旧版は誤った情報なのか
こんにちは。
はなひ堂新井です。
最近、グーグル検索で医療ジャンルのページは信頼のおける機関なり個人によって編集されたものでなければ検索上位に表示されにくくなった、という話を聞きました。
これが真実かどうかはさておき(といっても医療にもウェブページにも明るくない私に真実かどうかを検証するすべはないのですが(^_^;))、誤った医療情報が上位に来るのは問題に思えますし、その全医療ページの情報の真偽をグーグルさんが検証することも難しいと思いますので、信頼のおける権威が上位に来るのは悪いことではないと思いますが、そこには難しい問題が潜んでいるのは間違いありません。
そんなわけで今回は医療情報とウェブページの話…ではなく、そういえば古本屋にも似たような問題はあるなと思ったので、それを書かせていただきたいと思います。
当店は医学書の買取りにも力を入れており、ときおり買取りさせていただくこともあります。
そんな時はひたすらに書籍の相場を調べて査定額をお出ししています。
そして医学書の場合、新しい版が出ると旧版は極端に売れなくなる傾向にあります。
私なんかは「それほど加筆修正が行われていないならば安くなった旧版にも需要はあるはず」と思うのですが、それほどまでに医療関係者は最新の情報かどうかについてシビアということなのでしょう。
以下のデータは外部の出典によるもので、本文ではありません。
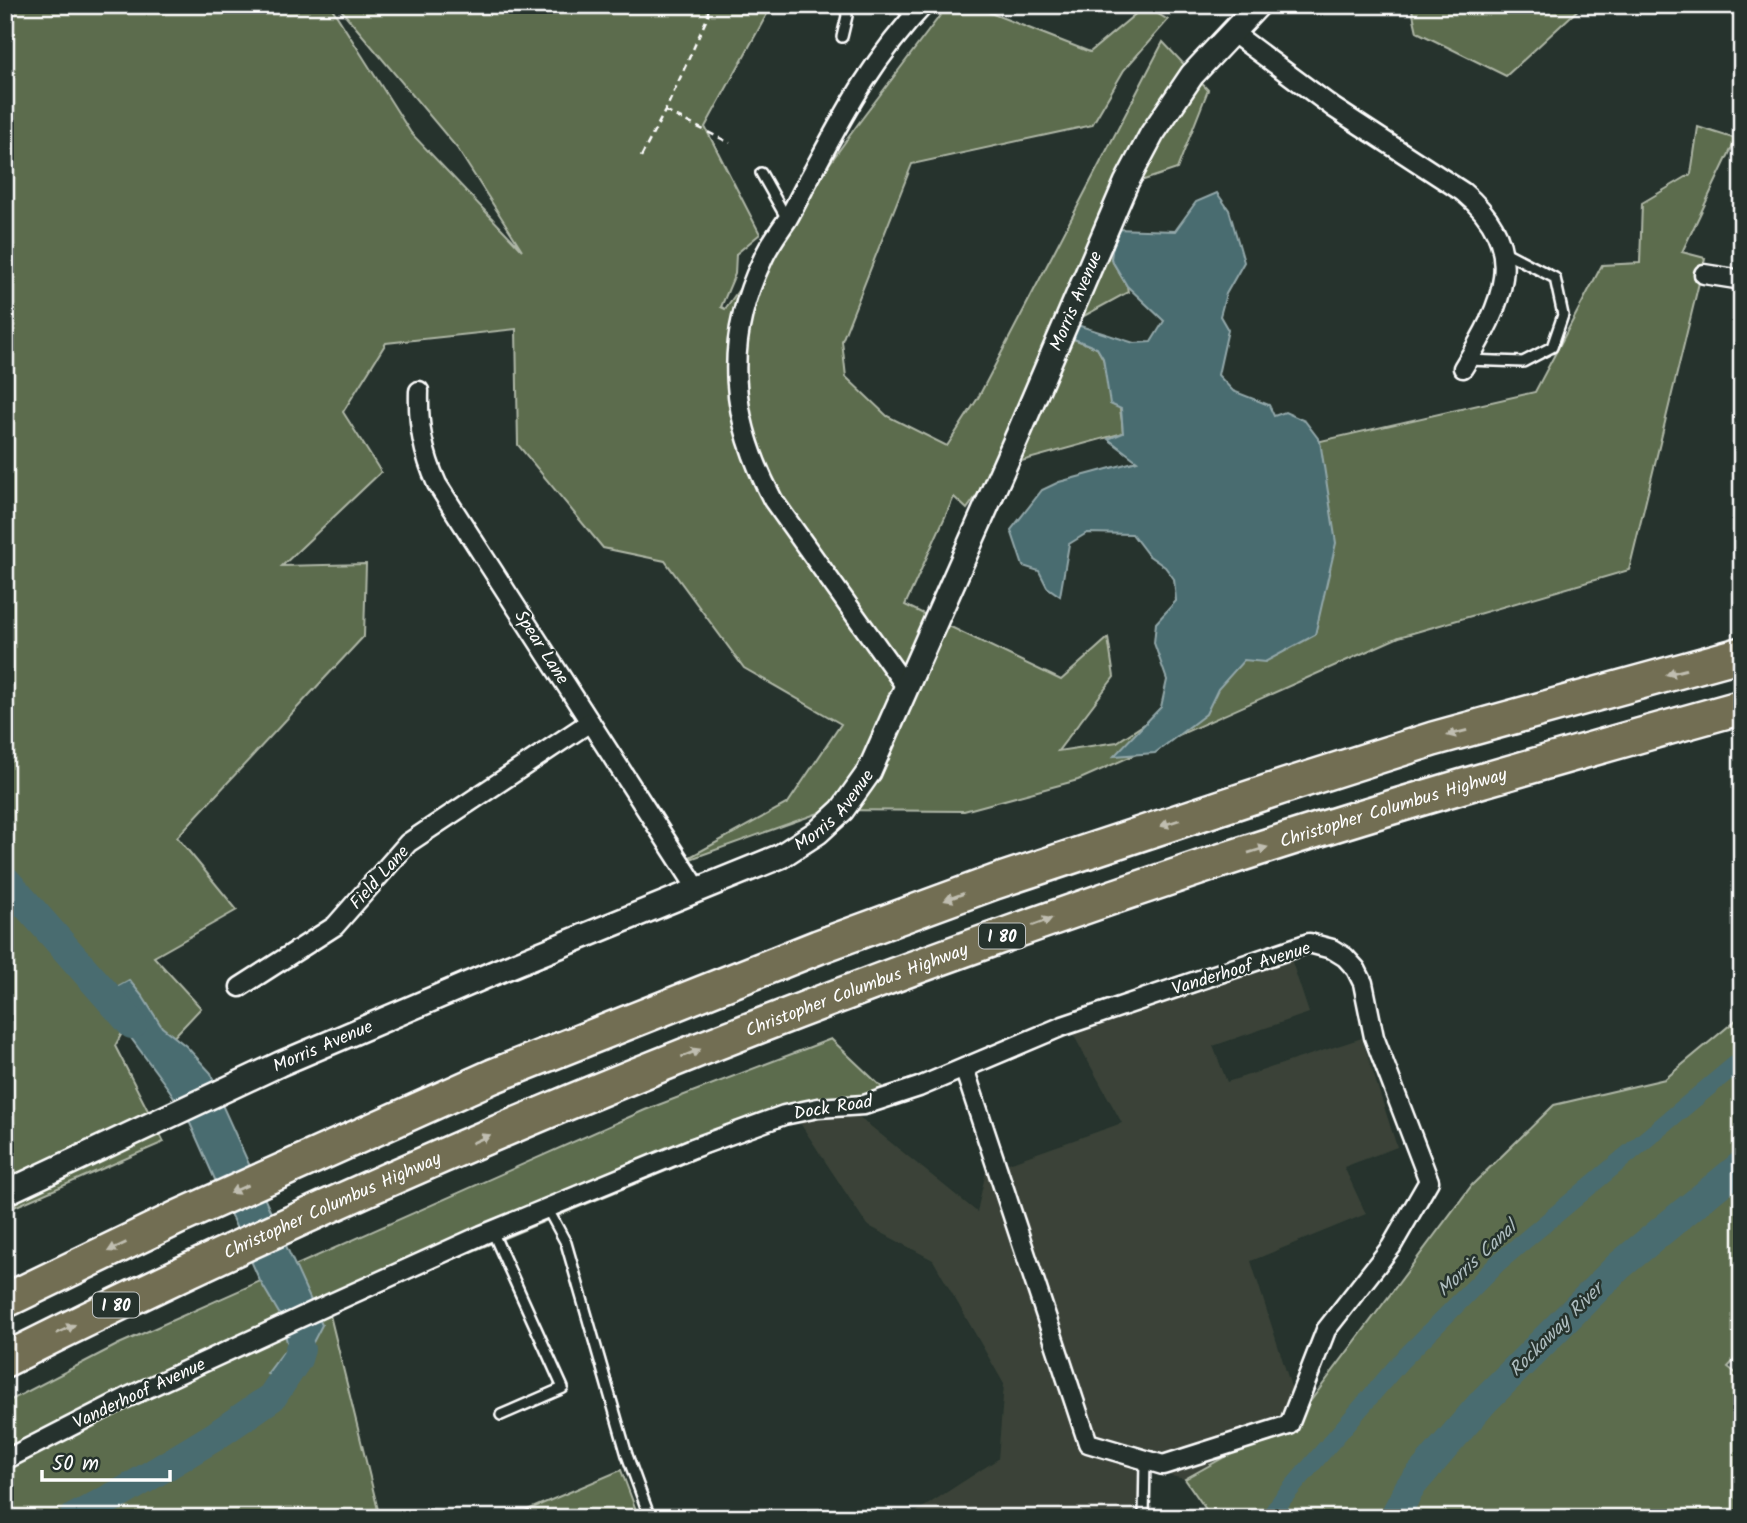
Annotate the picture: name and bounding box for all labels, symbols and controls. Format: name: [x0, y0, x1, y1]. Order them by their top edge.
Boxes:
street label: Morris Avenue: [1043, 247, 1111, 356]
street label: Spear Lane: [506, 605, 576, 691]
one-way arrow: [1665, 668, 1686, 678]
one-way arrow: [1445, 728, 1467, 739]
street label: Christopher Columbus Highway: [1276, 761, 1511, 857]
street label: Morris Avenue: [789, 764, 882, 860]
one-way arrow: [1159, 819, 1180, 829]
street label: Field Lane: [343, 839, 417, 917]
one-way arrow: [1247, 844, 1268, 854]
one-way arrow: [944, 892, 965, 903]
one-way arrow: [1032, 916, 1053, 927]
road number: I 80: [979, 924, 1025, 948]
street label: Vanderhoof Avenue: [1169, 935, 1314, 1004]
street label: Christopher Columbus Highway: [741, 936, 973, 1046]
street label: Morris Avenue: [268, 1013, 378, 1081]
one-way arrow: [681, 1047, 702, 1058]
street label: Dock Road: [792, 1088, 876, 1129]
one-way arrow: [470, 1133, 491, 1144]
street label: Christopher Columbus Highway: [219, 1145, 447, 1268]
one-way arrow: [229, 1184, 250, 1195]
water label: Morris Canal: [1430, 1212, 1527, 1305]
one-way arrow: [107, 1241, 127, 1252]
water label: Rockaway River: [1502, 1274, 1613, 1384]
road number: I 80: [93, 1292, 139, 1317]
one-way arrow: [56, 1324, 76, 1335]
street label: Vanderhoof Avenue: [68, 1351, 211, 1438]
scale bar: [42, 1439, 170, 1483]
text: 50 m: [52, 1448, 99, 1481]

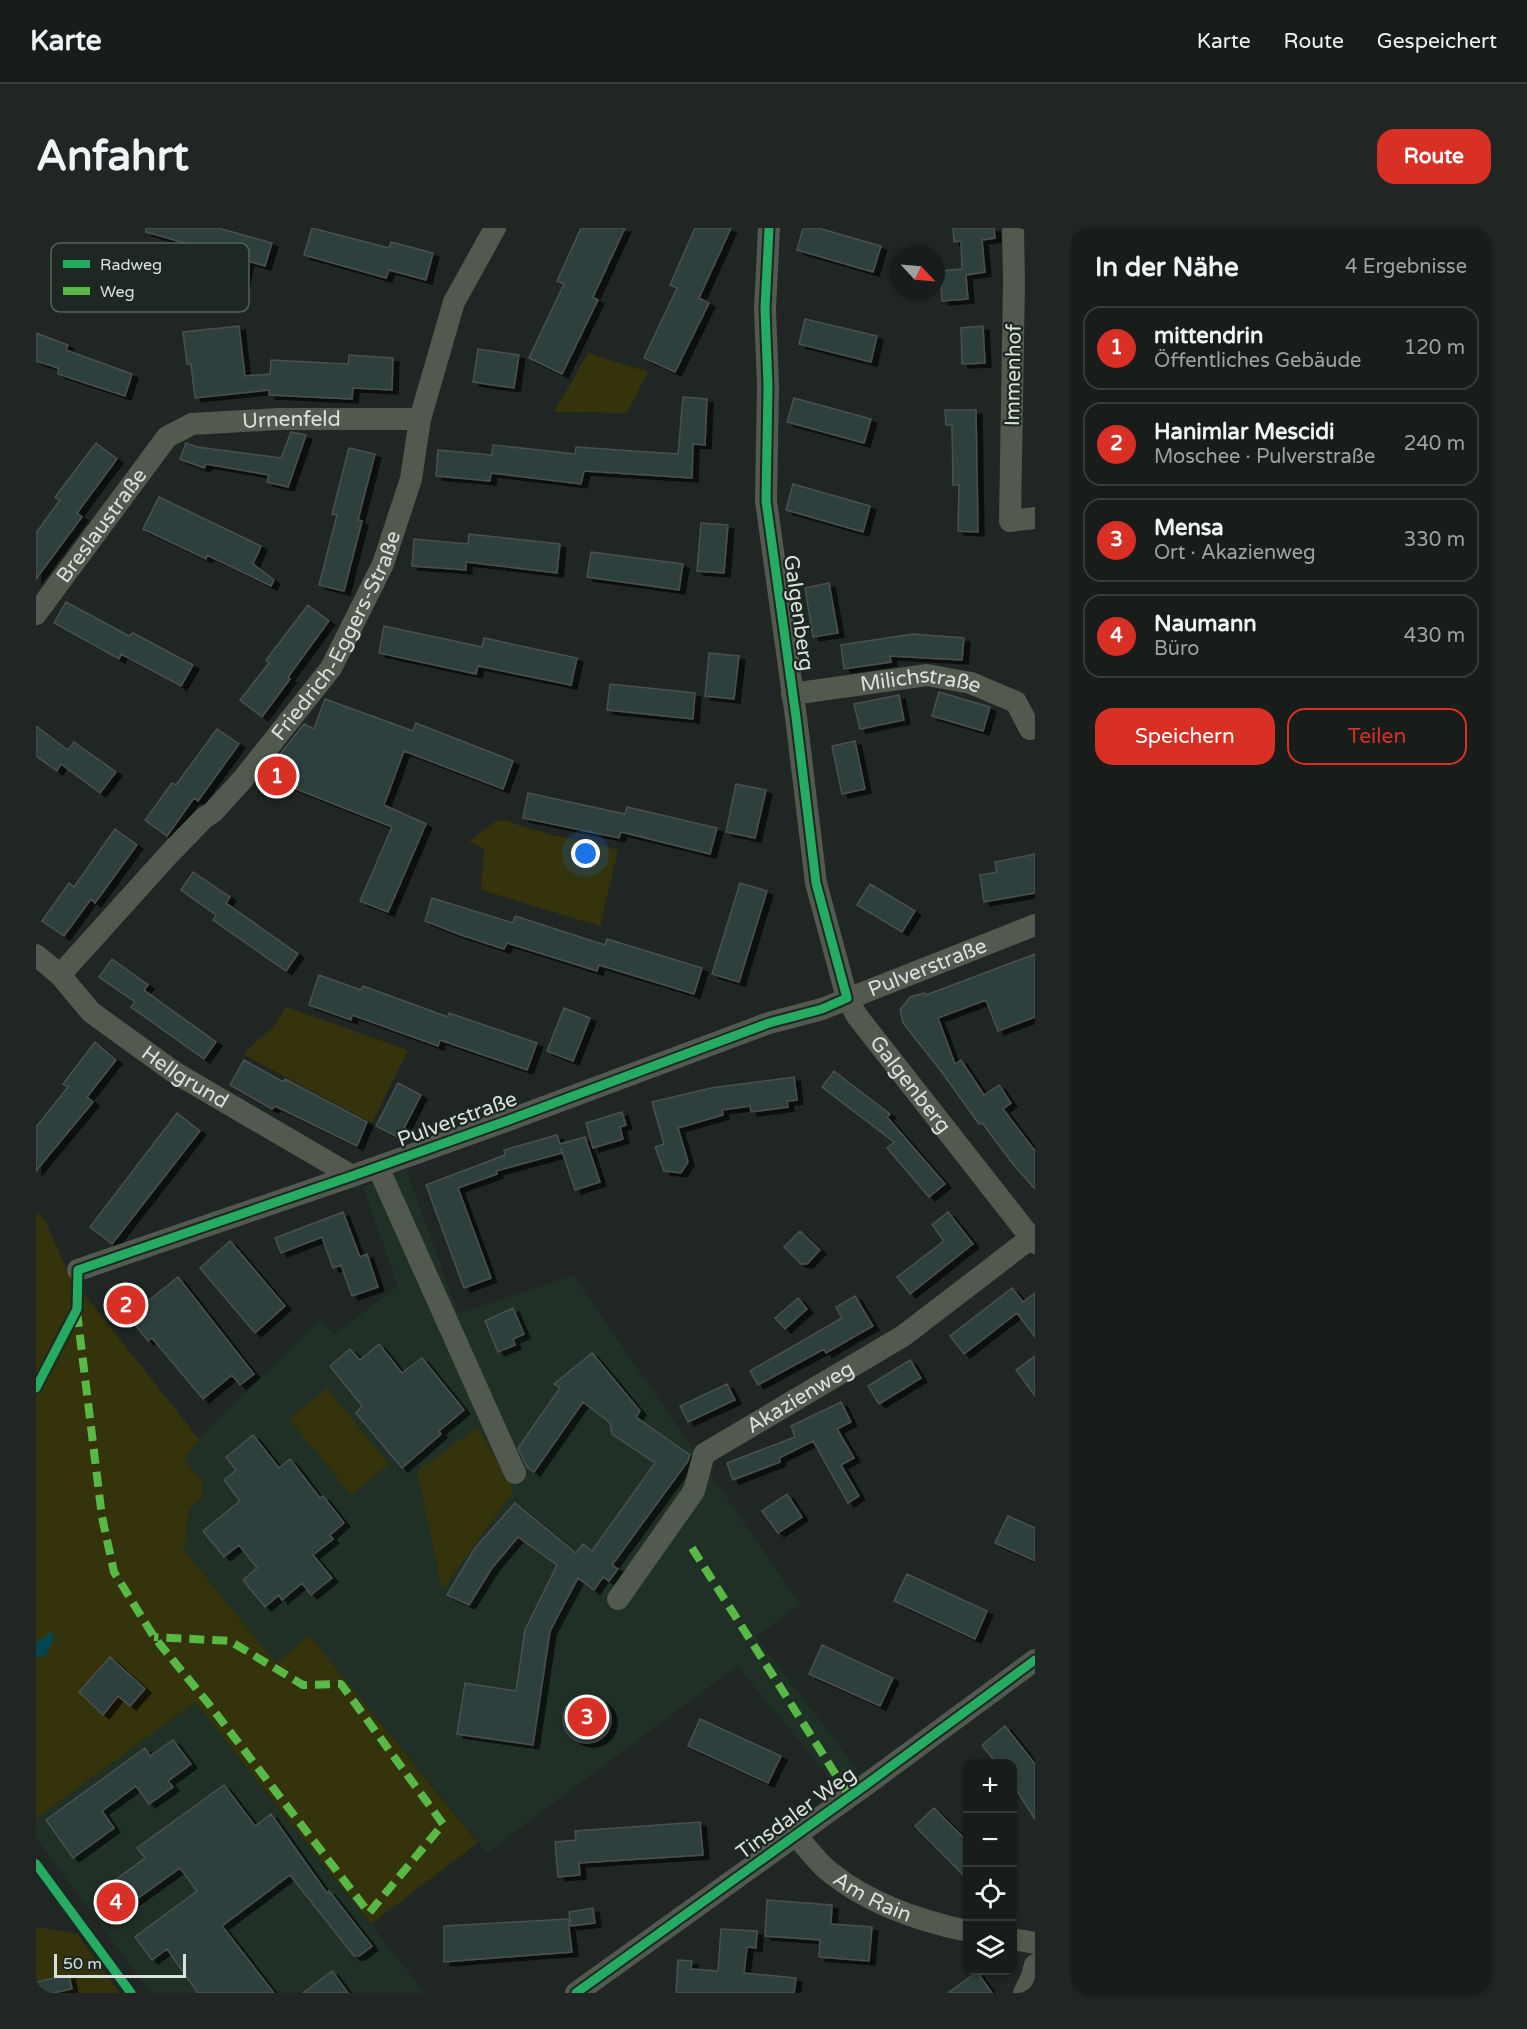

旧版にはほとんど目もくれないという印象です。
もちろん実務者は情報によって人の生死にも関わる可能性があるのですから、最新の情報を入手する必要があると考えるのは当然のように思います。私の認識のみが甘いのでしょう。
新版は最新の情報であることはわかった。では旧版は誤った情報となっているのか、という問題があります。
これは本のジャンルが違えば明らかに誤りと言えそうです。例えばカントの「純粋理性批判」の初版と二版は大幅な加筆修正が行われていますが、二版は主にカントの問題意識が変わったために行われた加筆修正であり、そのため「初版が誤っている」とは断言しづらいと思います(原書とか読んでませんので信憑性はありません(^_^;))。
また、「手塚治虫の初出のみが真実で、(加筆された)単行本化されたものは誤りだ!」と言われれば、それはそれでその熱気に押されそうにはなりますが(^_^;)、誤っているかどうかはわかりません(そもそも何が誤っているのかわかりません)。
そして世の中には明らかに誤った医療情報が書かれた本もあります。それらはもちろん中山書店や南山堂などの権威ある医学書系の出版社から出されたものではなく、あまりなじみのない出版社から出されたもので、パラパラとページをめくれば医学と宗教的(幻想的)世界が混同された不思議な景色が描かれています。
ですが古本界とは魔物の住処。それらの一部はオカルト本として高値で取引されることもあり、一体なぜこの本にこれほどの価値があるかは長年古本を扱っていても理解し難いものも多数あります。
話が逸れてしまいましたが、旧版は誤った情報なのかという問題でした。
それについて古本屋が判断するのは至難の業です。
古本屋はテキストの精査に秀でているのではなく(秀でている人もいるとは思いますが、少なくとも私はそうではありません)、その相場やぼんやりとした内容から世間的に需要があるかどうかを嗅ぎ分ける鼻を持っている(ように見える)にすぎません。
なのでその旧版が誤った情報なのかを判断することは不可能だと思います。そうでなくとも、新版とどのような点で劣っているか判断することは(一部可能だとしても)困難だと思います。
かつてお客様から言われた言葉を思い出します。
それは当店がある雑誌のバックナンバーを売っていて、それを現在発売されているものと勘違いして購入されたお客様がおっしゃった言葉でした。
「あなたは世間的に不要である本を売っているあくどい輩だ」と(もちろん返品、返金させていただきました)。
その雑誌のバックナンバーに需要があることを当店は知っていたので販売していました。
ですが全てのナックナンバーに精通しているわけではありません。
内容を把握されないまま値付けされている商品は多数あります。
なのでお客様のおっしゃった「世間的に不要な本」を売っている可能性はあります。
そしてその言葉は胸に刺さり、今でも時折思い出します。
その旧版は誤った情報なのか。
それについて古本屋は判断できません。
そしてもし誤った情報であるとしたら、その本を売る我々は「世間的に不要である本を売るあくどい輩」なのか。
誤った医療情報の順位を下げる必要は我々にはないのか。
グーグルの検索順位の話を聞きながら思ったのはそんなことでした。